There have been more recent conferences with more up to date data on various topics, such as the alloy content of types other than the Lydian lion heads.
Now we wait for those to publish.
This is becoming a systemic problem in the numismatic publishing industry. Regular journal articles even take two plus years to surface, while for conference proceedings and the like the timeline to publication is seemingly open ended. Journals are now regularly published one to two years after the date they bear e.g.
The American Journal of Numismatics, although I understand they will catch up this year due to a surfeit of 2017 submission that have been carried over to make the 2018 volume. Even so, it will be about 18 months lead time for the publication of those papers, which is about as
good as it gets.
Despite all the modern technology involved the efficiency of the numismatic publishing industry, as measured by time from submission to printed product is worse than in the days of Gutenberg and manual typesetting. Go figure!

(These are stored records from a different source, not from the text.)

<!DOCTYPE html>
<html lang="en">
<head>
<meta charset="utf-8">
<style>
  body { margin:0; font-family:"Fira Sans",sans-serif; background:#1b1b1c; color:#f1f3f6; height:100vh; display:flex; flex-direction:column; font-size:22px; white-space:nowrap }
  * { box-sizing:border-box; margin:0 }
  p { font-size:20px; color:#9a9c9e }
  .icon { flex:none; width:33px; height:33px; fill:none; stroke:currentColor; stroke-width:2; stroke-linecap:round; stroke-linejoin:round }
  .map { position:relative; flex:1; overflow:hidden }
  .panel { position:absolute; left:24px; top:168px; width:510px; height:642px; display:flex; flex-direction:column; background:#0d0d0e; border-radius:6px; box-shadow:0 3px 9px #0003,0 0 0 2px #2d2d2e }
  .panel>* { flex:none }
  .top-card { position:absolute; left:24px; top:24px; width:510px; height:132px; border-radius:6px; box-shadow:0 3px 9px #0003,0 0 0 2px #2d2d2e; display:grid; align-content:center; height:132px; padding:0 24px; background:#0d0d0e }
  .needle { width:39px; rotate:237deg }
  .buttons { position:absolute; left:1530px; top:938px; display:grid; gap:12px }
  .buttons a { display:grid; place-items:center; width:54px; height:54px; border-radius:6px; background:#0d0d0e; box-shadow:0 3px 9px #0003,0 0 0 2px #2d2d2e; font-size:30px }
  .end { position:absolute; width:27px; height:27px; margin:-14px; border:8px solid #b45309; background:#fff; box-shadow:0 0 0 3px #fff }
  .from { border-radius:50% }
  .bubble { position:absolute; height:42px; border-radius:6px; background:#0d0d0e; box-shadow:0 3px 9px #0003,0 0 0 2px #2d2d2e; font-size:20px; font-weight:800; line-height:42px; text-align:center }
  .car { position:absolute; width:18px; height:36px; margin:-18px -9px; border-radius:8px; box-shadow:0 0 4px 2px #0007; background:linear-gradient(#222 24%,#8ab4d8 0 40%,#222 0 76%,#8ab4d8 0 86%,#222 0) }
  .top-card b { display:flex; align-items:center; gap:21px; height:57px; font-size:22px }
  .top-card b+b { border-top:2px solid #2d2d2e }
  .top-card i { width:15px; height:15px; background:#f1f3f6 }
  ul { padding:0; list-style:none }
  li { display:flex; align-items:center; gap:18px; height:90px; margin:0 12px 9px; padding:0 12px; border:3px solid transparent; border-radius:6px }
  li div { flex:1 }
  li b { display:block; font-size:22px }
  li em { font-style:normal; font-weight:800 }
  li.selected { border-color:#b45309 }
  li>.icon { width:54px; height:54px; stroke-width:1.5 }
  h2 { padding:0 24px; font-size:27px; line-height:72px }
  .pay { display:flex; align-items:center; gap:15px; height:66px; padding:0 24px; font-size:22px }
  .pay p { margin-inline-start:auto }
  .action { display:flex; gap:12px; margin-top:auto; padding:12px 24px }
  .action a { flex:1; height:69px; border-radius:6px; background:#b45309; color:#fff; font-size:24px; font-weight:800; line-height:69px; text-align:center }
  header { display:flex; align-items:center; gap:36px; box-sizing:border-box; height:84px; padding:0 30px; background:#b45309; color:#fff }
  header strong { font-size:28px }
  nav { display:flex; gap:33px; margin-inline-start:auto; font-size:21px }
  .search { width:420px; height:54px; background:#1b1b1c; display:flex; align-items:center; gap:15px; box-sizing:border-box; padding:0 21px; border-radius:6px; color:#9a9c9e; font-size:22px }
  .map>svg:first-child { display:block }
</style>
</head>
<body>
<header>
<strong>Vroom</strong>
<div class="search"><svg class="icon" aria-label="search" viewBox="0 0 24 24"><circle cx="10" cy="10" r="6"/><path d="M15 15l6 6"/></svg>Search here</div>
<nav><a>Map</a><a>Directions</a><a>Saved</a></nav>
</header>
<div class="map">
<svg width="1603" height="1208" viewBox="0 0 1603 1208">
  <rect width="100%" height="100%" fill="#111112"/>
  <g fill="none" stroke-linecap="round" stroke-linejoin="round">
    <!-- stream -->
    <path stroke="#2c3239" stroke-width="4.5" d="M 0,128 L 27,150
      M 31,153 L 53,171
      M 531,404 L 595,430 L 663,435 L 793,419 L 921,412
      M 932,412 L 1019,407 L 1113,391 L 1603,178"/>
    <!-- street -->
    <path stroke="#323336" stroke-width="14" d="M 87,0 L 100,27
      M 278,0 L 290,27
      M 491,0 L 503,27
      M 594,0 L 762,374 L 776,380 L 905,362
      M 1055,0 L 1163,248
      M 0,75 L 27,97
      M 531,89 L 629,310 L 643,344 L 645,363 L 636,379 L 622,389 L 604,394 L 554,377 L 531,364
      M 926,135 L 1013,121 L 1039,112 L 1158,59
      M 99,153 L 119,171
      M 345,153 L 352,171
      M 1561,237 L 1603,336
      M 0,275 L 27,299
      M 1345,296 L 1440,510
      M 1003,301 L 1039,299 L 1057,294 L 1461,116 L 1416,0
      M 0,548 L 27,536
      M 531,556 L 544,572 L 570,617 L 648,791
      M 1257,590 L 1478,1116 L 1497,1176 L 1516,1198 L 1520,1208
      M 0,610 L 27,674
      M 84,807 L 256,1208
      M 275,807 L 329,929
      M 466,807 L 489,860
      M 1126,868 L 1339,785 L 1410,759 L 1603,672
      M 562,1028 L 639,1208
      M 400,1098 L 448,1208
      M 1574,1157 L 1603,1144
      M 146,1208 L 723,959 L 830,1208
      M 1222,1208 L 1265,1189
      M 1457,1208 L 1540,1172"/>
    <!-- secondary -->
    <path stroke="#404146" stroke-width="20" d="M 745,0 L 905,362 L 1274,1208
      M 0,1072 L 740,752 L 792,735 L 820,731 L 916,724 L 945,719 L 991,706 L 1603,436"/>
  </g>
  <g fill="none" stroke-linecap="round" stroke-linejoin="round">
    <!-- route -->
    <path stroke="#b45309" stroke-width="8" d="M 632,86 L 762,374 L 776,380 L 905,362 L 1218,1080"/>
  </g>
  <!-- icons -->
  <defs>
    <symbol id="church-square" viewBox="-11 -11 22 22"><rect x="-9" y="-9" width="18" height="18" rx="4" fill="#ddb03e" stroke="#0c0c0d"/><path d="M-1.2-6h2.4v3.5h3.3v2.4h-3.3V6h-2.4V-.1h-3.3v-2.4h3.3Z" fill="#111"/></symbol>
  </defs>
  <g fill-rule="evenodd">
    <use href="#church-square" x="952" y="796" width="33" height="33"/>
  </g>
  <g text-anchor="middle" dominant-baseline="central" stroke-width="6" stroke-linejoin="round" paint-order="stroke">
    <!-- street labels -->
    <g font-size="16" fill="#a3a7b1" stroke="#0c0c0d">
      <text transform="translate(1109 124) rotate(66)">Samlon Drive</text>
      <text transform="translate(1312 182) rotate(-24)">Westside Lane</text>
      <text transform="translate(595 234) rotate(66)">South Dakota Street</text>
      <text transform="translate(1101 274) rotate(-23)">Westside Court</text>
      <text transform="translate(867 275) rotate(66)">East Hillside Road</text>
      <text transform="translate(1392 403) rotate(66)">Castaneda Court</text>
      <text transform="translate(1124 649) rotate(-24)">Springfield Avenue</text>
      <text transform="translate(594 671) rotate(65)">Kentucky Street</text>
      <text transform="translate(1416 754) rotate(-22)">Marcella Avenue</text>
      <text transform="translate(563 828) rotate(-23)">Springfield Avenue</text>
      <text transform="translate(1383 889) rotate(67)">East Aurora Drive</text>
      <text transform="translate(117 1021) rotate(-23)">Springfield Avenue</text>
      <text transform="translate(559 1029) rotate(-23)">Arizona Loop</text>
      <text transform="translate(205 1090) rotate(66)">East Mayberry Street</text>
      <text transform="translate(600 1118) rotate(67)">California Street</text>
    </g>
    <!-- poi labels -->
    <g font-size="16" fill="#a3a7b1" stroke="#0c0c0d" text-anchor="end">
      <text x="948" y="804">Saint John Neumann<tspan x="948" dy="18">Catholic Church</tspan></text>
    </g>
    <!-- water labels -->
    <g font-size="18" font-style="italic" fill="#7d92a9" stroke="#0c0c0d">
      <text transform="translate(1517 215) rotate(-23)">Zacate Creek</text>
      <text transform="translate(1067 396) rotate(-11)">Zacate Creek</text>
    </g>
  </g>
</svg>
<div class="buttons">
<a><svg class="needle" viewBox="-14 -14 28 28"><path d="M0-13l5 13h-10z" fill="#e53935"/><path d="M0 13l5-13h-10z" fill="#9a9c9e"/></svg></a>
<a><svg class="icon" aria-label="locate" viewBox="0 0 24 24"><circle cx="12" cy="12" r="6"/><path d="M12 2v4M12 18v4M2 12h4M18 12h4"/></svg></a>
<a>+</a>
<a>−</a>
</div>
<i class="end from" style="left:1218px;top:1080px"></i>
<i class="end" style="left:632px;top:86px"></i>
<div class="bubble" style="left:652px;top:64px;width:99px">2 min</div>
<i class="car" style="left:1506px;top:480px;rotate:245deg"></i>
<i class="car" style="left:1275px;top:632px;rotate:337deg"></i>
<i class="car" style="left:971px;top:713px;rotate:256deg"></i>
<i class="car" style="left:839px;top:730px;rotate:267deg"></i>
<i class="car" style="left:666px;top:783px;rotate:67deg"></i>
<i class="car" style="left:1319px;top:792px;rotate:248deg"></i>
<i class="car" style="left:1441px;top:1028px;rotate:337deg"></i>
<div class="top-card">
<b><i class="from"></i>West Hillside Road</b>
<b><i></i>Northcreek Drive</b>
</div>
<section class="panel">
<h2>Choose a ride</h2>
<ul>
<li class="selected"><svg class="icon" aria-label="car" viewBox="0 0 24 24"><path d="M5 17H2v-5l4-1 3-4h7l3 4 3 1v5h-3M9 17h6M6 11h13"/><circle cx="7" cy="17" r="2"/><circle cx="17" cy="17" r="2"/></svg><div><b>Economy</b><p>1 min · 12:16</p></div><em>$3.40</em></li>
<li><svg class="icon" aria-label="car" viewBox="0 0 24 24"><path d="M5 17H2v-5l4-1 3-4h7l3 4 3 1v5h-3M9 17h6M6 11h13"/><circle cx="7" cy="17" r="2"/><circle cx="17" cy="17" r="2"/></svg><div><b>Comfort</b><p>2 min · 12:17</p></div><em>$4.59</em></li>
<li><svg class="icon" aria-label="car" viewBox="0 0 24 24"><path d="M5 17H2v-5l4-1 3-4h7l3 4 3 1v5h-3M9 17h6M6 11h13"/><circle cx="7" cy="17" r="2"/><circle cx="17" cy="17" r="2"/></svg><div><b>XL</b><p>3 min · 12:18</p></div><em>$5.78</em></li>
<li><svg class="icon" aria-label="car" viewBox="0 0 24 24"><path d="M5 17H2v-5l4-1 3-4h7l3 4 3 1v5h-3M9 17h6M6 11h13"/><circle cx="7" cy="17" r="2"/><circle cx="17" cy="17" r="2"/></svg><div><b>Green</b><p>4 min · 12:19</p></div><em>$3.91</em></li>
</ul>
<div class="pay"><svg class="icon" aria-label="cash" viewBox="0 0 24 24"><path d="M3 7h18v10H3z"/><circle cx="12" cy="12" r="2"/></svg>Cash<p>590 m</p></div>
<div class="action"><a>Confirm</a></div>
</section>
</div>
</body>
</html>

I suspect that this is the result of too many people involved in the editorial and decision making process, rather than a technology issue. The more people involved the slower the turn around time and the more egos that have to be assuaged in the decision making and editing.
Sadly, I think it is inevitable that it will be suggested by the blockers in the editorial and publication process that solution will is the abandonment of the printed word in favor of digital only publication as enacted by the
Journal of the Numismatic Association of Australia (
http://www.numismatics.org.au/naa-journals/2016/) which went this way in 2016 and has yet to produce another volume despite what proponents of digital publishing would suggest are the efficiency gains!
Digital only publications are a potential
boon for access and readership, but do not solve the growing inefficiency of an often ego driven, peer review and bureaucratic editorial process in which delay and deferral is the norm.